Beginning with the first line of the data below, set down each line exactly through the line that contains "Please mark the".

+--

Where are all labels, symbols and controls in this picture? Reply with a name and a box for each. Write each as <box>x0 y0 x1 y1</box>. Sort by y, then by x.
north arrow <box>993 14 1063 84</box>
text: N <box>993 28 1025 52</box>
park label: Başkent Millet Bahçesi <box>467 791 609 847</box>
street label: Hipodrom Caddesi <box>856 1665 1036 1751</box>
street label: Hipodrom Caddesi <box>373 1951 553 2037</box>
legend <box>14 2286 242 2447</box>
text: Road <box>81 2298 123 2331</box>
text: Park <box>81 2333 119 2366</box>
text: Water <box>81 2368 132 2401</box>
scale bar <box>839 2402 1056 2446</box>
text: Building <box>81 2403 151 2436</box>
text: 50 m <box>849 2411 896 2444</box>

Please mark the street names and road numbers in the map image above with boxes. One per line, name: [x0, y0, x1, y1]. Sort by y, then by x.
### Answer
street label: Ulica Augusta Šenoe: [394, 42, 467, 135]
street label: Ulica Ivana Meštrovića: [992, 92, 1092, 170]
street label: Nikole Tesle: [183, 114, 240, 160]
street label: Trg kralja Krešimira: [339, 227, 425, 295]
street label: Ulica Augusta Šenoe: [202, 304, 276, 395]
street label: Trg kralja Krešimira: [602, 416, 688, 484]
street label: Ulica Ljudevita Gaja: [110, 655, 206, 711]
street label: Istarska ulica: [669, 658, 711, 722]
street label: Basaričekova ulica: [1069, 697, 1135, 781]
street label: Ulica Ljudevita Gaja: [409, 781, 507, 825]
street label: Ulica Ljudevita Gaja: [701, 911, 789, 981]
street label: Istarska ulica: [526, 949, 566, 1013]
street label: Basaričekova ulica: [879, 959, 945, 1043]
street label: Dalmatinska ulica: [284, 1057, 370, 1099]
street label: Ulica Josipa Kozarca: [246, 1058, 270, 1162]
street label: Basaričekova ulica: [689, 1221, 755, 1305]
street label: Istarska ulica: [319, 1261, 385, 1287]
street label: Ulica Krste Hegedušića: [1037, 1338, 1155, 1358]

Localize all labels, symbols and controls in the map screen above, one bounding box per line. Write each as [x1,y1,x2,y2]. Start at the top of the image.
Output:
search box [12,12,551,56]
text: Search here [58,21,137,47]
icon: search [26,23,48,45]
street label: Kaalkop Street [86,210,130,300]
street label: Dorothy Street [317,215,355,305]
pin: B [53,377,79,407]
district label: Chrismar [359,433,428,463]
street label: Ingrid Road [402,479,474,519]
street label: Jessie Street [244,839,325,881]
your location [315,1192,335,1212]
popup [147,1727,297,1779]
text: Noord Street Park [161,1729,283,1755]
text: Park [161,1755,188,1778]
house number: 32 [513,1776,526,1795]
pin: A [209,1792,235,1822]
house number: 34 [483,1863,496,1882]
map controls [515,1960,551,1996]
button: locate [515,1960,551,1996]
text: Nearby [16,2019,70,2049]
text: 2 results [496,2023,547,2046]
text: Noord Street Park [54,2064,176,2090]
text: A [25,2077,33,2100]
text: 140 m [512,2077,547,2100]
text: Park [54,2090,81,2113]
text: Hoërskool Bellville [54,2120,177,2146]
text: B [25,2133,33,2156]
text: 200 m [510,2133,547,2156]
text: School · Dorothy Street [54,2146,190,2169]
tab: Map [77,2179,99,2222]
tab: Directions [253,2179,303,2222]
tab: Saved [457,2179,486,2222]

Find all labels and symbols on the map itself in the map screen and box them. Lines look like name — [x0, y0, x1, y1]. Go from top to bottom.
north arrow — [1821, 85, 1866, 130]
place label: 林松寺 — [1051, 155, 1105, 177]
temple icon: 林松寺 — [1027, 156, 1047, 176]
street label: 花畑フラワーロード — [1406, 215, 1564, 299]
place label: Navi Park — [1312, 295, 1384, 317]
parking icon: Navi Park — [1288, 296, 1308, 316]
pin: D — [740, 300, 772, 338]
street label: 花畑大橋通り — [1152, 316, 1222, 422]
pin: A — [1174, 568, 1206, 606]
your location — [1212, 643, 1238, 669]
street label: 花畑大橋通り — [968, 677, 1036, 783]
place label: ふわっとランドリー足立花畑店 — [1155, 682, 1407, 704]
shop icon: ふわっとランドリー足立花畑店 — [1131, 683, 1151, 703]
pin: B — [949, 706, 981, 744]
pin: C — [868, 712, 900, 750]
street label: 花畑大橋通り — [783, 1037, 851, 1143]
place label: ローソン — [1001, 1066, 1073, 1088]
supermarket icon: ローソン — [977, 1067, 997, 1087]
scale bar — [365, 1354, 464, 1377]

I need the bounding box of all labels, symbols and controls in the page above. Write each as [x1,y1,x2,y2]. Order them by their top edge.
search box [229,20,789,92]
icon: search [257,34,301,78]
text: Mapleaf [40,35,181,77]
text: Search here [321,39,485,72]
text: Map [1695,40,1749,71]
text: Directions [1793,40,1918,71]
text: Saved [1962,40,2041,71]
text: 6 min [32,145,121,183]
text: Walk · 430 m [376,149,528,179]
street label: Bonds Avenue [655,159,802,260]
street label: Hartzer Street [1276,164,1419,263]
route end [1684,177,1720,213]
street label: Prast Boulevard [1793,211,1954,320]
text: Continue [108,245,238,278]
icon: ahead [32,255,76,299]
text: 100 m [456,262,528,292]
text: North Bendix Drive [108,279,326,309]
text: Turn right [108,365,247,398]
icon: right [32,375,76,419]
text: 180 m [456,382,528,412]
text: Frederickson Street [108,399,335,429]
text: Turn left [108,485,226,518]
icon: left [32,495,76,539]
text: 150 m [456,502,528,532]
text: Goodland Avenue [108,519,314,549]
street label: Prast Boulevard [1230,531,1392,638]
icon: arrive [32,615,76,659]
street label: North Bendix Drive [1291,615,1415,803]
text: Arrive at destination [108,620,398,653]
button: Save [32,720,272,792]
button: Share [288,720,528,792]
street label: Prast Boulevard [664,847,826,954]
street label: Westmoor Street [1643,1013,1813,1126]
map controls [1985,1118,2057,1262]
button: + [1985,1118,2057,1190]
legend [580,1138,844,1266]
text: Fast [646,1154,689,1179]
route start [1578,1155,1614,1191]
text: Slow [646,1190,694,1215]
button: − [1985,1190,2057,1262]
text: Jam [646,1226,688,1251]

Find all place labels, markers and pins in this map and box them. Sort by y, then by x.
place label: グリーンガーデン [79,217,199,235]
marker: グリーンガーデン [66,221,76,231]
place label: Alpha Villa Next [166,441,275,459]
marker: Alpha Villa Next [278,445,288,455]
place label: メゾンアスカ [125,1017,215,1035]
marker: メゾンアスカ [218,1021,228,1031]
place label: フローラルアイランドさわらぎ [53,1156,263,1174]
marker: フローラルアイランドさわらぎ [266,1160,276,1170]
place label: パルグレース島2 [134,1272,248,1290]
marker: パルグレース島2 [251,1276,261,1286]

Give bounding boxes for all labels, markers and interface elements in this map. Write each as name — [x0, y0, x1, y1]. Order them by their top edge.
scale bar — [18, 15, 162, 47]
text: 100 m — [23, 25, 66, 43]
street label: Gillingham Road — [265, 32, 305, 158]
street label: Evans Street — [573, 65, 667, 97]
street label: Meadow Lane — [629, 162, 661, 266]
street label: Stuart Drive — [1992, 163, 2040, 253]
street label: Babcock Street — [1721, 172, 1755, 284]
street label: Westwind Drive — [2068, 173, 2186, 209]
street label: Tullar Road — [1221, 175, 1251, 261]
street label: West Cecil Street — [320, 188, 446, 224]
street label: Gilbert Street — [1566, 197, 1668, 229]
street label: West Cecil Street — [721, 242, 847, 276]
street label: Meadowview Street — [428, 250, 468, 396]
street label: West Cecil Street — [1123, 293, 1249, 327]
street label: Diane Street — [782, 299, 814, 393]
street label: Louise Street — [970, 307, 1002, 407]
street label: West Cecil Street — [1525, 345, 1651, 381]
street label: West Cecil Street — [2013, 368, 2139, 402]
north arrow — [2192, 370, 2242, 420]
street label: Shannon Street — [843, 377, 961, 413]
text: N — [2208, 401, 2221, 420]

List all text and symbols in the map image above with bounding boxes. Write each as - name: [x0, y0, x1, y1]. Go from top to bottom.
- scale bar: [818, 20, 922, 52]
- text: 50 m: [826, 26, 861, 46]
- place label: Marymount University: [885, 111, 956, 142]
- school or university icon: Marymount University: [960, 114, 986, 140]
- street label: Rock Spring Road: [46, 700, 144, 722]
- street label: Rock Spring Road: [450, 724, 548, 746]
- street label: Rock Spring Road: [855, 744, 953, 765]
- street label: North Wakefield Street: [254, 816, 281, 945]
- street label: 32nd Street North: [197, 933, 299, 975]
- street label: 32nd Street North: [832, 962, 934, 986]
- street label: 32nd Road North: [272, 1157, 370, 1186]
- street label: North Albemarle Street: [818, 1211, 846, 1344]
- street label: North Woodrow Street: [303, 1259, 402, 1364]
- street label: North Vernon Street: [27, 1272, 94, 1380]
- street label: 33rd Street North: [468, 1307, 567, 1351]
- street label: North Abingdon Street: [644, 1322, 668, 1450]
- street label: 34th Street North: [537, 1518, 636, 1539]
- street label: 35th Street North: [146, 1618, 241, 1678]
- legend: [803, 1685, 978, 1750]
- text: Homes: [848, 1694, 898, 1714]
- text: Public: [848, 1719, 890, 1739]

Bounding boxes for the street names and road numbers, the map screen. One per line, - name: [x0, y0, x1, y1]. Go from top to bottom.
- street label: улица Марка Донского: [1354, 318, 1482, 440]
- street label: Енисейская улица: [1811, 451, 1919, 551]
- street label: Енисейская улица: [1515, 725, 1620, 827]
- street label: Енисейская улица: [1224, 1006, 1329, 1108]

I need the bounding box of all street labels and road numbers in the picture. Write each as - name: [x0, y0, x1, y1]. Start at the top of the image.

+--

### Response area
Where are all labels, symbols and controls in this picture? Reply with a name and a box for each. Write each as <box>x0 y0 x1 y1</box>. Sort by y, then by x.
north arrow <box>993 14 1063 84</box>
text: N <box>993 28 1025 52</box>
park label: Başkent Millet Bahçesi <box>467 791 609 847</box>
street label: Hipodrom Caddesi <box>856 1665 1036 1751</box>
street label: Hipodrom Caddesi <box>373 1951 553 2037</box>
legend <box>14 2286 242 2447</box>
text: Road <box>81 2298 123 2331</box>
text: Park <box>81 2333 119 2366</box>
text: Water <box>81 2368 132 2401</box>
scale bar <box>839 2402 1056 2446</box>
text: Building <box>81 2403 151 2436</box>
text: 50 m <box>849 2411 896 2444</box>

Please mark the street names and road numbers in the map image above with boxes. One per line, name: [x0, y0, x1, y1]. Sort by y, then by x.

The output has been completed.